Justiça Tributária

Não precisamos de dúzias de ministérios do país

Autor

  • Raul Haidar

    é jornalista e advogado tributarista ex-presidente do Tribunal de Ética e Disciplina da OAB-SP e integrante do Conselho Editorial da revista ConJur.

26 de novembro de 2012, 8h34

Spacca
Caricatura: Raul Haidar - Colunista [Spacca]A perda mais escandalosa é a que sofremos devido à nossa negligência”.(Sêneca)

São muitos os abusos praticados pelas autoridades fazendárias neste país, de tal forma que a justiça tributária ainda é um sonho que parece bem distante. Nas matérias já publicadas no ConJur por nós e por inúmeros outros colaboradores diferentes atos ilegais praticados por agentes fiscais foram examinados.

Em muitos casos aqui noticiados o contribuinte foi prejudicado apenas porque um servidor público ignorou a Constituição ou deixou de interpretar a norma legal com observância da legislação em vigor.

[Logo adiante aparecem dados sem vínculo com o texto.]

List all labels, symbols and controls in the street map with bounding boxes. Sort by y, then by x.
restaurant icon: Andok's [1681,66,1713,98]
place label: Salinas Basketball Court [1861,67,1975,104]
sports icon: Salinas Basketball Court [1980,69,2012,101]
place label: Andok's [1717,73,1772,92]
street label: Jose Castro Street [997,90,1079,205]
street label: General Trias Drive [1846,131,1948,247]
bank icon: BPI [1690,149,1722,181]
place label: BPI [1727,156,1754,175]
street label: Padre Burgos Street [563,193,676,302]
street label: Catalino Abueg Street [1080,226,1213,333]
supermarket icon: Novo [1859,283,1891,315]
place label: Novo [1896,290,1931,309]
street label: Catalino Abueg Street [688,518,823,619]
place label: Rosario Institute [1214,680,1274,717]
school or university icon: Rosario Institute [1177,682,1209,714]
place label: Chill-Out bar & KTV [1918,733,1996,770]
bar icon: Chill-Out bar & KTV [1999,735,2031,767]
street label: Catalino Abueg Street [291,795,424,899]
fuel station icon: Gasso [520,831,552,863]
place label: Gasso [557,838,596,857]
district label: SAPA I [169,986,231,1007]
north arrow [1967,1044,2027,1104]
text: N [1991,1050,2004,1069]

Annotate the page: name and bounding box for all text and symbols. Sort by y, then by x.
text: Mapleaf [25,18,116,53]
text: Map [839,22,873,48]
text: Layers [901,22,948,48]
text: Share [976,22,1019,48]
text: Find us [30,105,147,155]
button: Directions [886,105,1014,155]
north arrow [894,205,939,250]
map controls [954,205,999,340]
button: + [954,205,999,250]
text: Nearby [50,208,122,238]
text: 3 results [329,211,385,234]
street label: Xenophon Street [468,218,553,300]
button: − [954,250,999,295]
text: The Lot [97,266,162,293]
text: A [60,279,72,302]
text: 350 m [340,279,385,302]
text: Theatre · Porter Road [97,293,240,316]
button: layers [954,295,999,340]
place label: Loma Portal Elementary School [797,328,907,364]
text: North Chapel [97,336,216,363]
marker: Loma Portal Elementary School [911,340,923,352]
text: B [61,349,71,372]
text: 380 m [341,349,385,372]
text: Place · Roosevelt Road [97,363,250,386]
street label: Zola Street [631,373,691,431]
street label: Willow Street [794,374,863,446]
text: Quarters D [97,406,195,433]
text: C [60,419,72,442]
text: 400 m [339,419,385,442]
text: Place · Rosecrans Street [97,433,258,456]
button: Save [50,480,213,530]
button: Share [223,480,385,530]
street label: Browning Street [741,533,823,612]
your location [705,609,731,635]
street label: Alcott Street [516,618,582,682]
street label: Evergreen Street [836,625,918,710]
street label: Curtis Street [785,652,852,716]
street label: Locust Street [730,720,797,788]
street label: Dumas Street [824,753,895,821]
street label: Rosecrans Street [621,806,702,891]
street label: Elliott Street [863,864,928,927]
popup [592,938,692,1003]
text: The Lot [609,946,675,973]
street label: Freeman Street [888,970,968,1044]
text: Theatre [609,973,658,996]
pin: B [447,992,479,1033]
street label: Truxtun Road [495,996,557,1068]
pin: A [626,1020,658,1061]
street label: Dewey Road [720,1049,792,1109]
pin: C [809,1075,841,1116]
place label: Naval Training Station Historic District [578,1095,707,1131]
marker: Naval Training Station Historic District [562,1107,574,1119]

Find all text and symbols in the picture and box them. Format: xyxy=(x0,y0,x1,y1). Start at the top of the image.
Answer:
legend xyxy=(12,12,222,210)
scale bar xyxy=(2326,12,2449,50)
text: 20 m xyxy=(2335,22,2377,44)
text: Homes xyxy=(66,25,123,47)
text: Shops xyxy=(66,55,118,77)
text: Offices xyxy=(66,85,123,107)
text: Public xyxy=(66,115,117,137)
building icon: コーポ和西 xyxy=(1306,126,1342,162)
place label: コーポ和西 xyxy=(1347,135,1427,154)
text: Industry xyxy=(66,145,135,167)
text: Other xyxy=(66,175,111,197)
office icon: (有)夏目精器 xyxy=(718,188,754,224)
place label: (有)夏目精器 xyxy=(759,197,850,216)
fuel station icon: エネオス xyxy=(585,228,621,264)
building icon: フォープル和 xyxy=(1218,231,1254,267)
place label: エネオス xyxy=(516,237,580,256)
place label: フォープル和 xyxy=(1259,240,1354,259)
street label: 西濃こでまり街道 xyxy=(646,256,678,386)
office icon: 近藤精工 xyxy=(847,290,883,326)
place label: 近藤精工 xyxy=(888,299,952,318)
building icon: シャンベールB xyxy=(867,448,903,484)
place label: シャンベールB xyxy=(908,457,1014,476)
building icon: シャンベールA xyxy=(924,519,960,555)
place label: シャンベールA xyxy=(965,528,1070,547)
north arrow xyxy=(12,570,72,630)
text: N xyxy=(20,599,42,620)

Exemplo recente de um desses abusos é a notícia publicada aqui em 3/11/2012, (Clique aqui para ler) onde vem transcrita liminar concedida para cancelar um arrolamento de bens em caso de contribuinte que sofreu auto de infração de menos de um milhão de reais, face ao aumento do valor mínimo para 2 milhões. A autoridade se recusava a cumprir a lei que aumentou o valor de base, interpretando o CTN de forma errada. A justiça foi acionada apenas para obrigar o fisco a fazer sua obrigação: cumprir a lei. Para isso o contribuinte contratou advogado, arcando com o prejuízo, pois não há condenação em honorários no caso de mandado de segurança. A vítima do abuso é que paga para corrigi-lo!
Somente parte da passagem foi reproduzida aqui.